PAMELA Bordes needs no introduction. But Pamela Singh, yes - even though she is merely reverting to her maiden name in her new incarnation as a photographer in India.

Now on a mission backed by the Philadelphia Museum of Art, Bordes is here to show us what the Bharatiya Nari of the nineties looks like. The project forms part of the golden jubilee celebrations of India's independence.

So what does Bordes's camera tell us? That there are prostitutes in Bombay, widows in Vrindaban, religious transvestites in Pondicherry, that women work in papad factories, beautiful girls take part in fashion pageants, that there are exploited film extras, brides burnt for dowry by some women in burgas who survived the Bombay riots . . .

All very pat, but these are just the kind of images of India the West likes to uphold. After all, these

pictures will be shown at several exhibitions around the world for the next two years.

However, to be fair, the lady does not resort to gimmicks, even by way of clever captions. In all honesty, she remains direct and to the point with her titles: Pop Star, Helicopter Factory, Lijjat Factory (women's co-operative), Village Migrant and so on.

But honesty alone does not make for good photography - especially for one who claims to have trained under Peter Beard and Mirella Ricardi in Africa, Ralph Gibson in New York, David Bailey in London, and Raghu Rai in New Delhi.

Bordes has also had her pictures on African tribal and wild life published in the Washington Post and The Independent. In an effort to leave behind her colourful past, she ''disappeared'' for five years to Somalia, Ethiopia, Sudan, and Botswana.

Apart from this exposure, Bordes's claims to be a photographer include ''hitch-hiking with strangers on trucks, travelling on UN Hercules planes, parachuting, being in the war zone, terrified, watching men and women being shot, dogs skinned alive'' and ''being shot at several times''!

Her sense of composition, lighting, framing, editing, not to mention timing, scarcely justifies even a day's tinkering with a hot-shot camera. And as for her treatment of women, Bordes is naive.

Instead of trying to capture the spirit of womanhood through the highs and lows of joy and disappointments, achievements and setbacks, Bordes is content with merely repeating cliches. She does not offer a single frame which seems remotely fresh, or original.

But then, reinforcing stereotypes in photography is always convenient. For that is what sells best. Nobody wants to see, for instance, a girl in salwar-kameez riding a scooter down Indian streets.

Like the leper who peddles his sores, photographers must show a suffering India.

Bordes can, perhaps, be forgiven as she too needs to make money. But what defies explanation is when she turns downright derisive or even mocking in her approach. What, for instance, does a close-up of a derriere (with nothing else in the frame) have to do with the context of her show?

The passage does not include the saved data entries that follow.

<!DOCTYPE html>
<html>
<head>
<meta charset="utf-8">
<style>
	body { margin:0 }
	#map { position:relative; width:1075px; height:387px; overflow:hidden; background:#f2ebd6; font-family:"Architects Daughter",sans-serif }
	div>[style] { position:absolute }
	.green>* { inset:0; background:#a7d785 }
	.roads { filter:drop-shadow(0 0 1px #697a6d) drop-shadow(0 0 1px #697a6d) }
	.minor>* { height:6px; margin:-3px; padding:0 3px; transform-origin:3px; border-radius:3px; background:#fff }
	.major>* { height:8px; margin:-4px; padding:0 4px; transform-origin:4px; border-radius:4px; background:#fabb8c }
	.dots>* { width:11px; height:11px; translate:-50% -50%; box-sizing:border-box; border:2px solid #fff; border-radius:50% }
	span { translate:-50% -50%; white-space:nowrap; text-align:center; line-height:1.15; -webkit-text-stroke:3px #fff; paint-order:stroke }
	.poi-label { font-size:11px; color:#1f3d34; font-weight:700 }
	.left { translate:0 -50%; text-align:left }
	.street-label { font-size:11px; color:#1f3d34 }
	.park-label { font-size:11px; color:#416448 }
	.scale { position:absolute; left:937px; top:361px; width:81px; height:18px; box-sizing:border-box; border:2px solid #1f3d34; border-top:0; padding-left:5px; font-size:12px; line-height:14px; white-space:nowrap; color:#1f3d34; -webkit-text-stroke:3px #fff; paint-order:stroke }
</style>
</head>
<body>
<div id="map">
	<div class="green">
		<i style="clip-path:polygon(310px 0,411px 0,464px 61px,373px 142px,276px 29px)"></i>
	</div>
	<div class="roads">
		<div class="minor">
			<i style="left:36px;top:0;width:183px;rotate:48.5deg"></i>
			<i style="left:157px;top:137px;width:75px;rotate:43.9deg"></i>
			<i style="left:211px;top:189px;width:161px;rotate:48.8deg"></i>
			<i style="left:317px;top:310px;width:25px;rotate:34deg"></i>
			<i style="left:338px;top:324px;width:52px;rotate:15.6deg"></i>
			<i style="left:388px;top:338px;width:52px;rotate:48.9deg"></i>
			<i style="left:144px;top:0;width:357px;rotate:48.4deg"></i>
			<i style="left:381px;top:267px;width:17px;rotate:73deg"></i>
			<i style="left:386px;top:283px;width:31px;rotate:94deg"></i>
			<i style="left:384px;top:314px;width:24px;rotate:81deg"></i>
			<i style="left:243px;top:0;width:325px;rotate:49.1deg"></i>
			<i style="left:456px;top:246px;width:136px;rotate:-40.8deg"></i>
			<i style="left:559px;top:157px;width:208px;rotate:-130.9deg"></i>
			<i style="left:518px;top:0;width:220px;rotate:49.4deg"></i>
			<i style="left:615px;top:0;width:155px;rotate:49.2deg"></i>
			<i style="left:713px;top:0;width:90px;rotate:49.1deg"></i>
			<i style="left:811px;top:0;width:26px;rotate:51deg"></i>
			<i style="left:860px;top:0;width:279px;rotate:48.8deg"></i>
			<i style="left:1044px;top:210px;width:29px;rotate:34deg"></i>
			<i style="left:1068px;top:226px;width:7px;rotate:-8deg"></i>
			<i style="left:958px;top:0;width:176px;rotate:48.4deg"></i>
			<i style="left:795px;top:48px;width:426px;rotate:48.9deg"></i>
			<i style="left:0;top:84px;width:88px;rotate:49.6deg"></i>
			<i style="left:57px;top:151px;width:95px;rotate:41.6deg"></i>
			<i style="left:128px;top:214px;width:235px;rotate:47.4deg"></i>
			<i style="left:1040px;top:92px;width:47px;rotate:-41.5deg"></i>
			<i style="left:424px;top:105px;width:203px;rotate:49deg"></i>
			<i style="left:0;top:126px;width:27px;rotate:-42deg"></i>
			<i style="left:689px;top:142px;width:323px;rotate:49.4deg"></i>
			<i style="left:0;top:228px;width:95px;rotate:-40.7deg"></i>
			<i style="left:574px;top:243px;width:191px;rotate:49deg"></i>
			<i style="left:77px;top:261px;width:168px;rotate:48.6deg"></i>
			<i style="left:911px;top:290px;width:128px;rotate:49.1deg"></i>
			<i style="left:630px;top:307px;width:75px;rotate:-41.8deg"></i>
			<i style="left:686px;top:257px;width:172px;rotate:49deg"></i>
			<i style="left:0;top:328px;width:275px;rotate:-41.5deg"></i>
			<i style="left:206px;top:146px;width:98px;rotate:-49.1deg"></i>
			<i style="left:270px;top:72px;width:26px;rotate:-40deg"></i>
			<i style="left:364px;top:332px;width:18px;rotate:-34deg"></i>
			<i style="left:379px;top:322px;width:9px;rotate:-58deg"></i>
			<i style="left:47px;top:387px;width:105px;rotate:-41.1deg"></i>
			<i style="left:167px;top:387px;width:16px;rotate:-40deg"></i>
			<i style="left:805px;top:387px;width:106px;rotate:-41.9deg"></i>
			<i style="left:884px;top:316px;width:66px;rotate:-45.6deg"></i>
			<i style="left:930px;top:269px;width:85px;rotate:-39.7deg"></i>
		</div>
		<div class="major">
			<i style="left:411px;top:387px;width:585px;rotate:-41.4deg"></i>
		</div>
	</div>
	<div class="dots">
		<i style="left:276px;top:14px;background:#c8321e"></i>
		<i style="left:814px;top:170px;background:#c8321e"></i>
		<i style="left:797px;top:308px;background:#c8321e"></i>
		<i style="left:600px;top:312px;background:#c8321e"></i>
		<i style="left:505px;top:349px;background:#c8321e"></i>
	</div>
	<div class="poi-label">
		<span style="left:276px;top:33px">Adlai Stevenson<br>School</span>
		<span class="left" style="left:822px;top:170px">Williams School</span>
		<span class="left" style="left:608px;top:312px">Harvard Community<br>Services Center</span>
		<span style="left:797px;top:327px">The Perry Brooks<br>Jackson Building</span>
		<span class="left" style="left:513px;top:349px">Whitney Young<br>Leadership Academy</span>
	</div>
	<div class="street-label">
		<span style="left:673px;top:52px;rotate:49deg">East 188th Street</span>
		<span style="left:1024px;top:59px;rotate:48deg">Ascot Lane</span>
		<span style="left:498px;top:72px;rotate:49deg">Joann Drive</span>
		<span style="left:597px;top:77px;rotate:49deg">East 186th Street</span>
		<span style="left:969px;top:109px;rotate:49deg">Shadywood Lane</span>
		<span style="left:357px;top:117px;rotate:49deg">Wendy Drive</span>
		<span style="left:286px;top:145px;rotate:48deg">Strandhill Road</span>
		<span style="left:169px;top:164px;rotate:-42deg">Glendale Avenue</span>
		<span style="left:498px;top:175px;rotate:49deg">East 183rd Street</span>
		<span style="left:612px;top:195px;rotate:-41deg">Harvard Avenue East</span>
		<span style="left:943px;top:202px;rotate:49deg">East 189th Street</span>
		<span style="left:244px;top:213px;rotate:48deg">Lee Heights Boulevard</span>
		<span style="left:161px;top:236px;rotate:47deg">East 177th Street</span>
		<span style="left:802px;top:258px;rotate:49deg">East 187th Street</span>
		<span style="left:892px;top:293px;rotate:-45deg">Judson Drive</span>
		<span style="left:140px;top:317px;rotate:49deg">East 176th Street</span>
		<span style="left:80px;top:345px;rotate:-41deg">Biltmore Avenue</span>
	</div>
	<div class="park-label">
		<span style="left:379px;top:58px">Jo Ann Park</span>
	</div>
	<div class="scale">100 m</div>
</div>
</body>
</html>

An out-of-focus picture, Pop Star, taken against the light, is in equally bad taste. Her sense of aesthetics abandons her in titles like Exorcism and Goddess With Devotee. Lijjat

Factory is so grainy that the print should not have left the darkroom.

It is not as though pretty pictures were expected of Bordes. When she shows a grotesquely scalded woman in Bride Burning, the anxiety to shock the viewer is understandable. But when inmates of a home for the elderly are shown eating, she does not need to call it Last Supper, just because Leonardo da Vinci's famous painting is framed in the background.

There is yet another aspect no creative artist or feminist can afford to overlook: the woman as a mother, wife, sister, or daughter. It forms part of a cultural upbringing that every Indian woman, for better or for worse, relates to very strongly.

Unfortunately, this escapes Bordes completely. Being a woman photographer, she was in an eminently privileged position of ''seeing'' women as women, and not as ''subjects'', like male photographers. After all, there is no medium as intimate as the camera for probing into levels beyond the obvious.

Ideally, Bordes should have cut loose from all the ''education'' she is supposed to have received. Had she let her imagination run riot her pictures would have been refreshingly spontaneous, lively and exciting, rather than appearing painfully held, studied, and often contrived.

This element of ''staginess'' becomes all the more apparent when Bordes's camera insists on looking either up or down at the women subjects. Very rarely does it relate to them on the level - a problem that is typical of what is understood as an ''outsider's view'' in photography.

Clearly, Bordes feels, she does not belong to India. And this distancing from her subject makes her work look all the more dry and soulless. However, on the surface, it would appear that the lady was in a tearing hurry, searching for the elusive Indian woman.

So she had to rush to Garhwal to picture the Chipko activists, move to Bombay for the prostitutes and film extras, travel to Vrindavan for a shot of the widows, then on to the Airforce training school in Begumpet, catch the nuns in Pondicherry training in martial arts . . .

Yet all she had to do was look out of her window. The Indian woman is everywhere: in the marketplace, on the streets, in the banks and offices, temples and factories, in courts and hospitals . . .

Every woman photographed appears to be conscious of Bordes's camera. So much for her claims to using a Leica with a powerful rangefinder and noiseless shutter!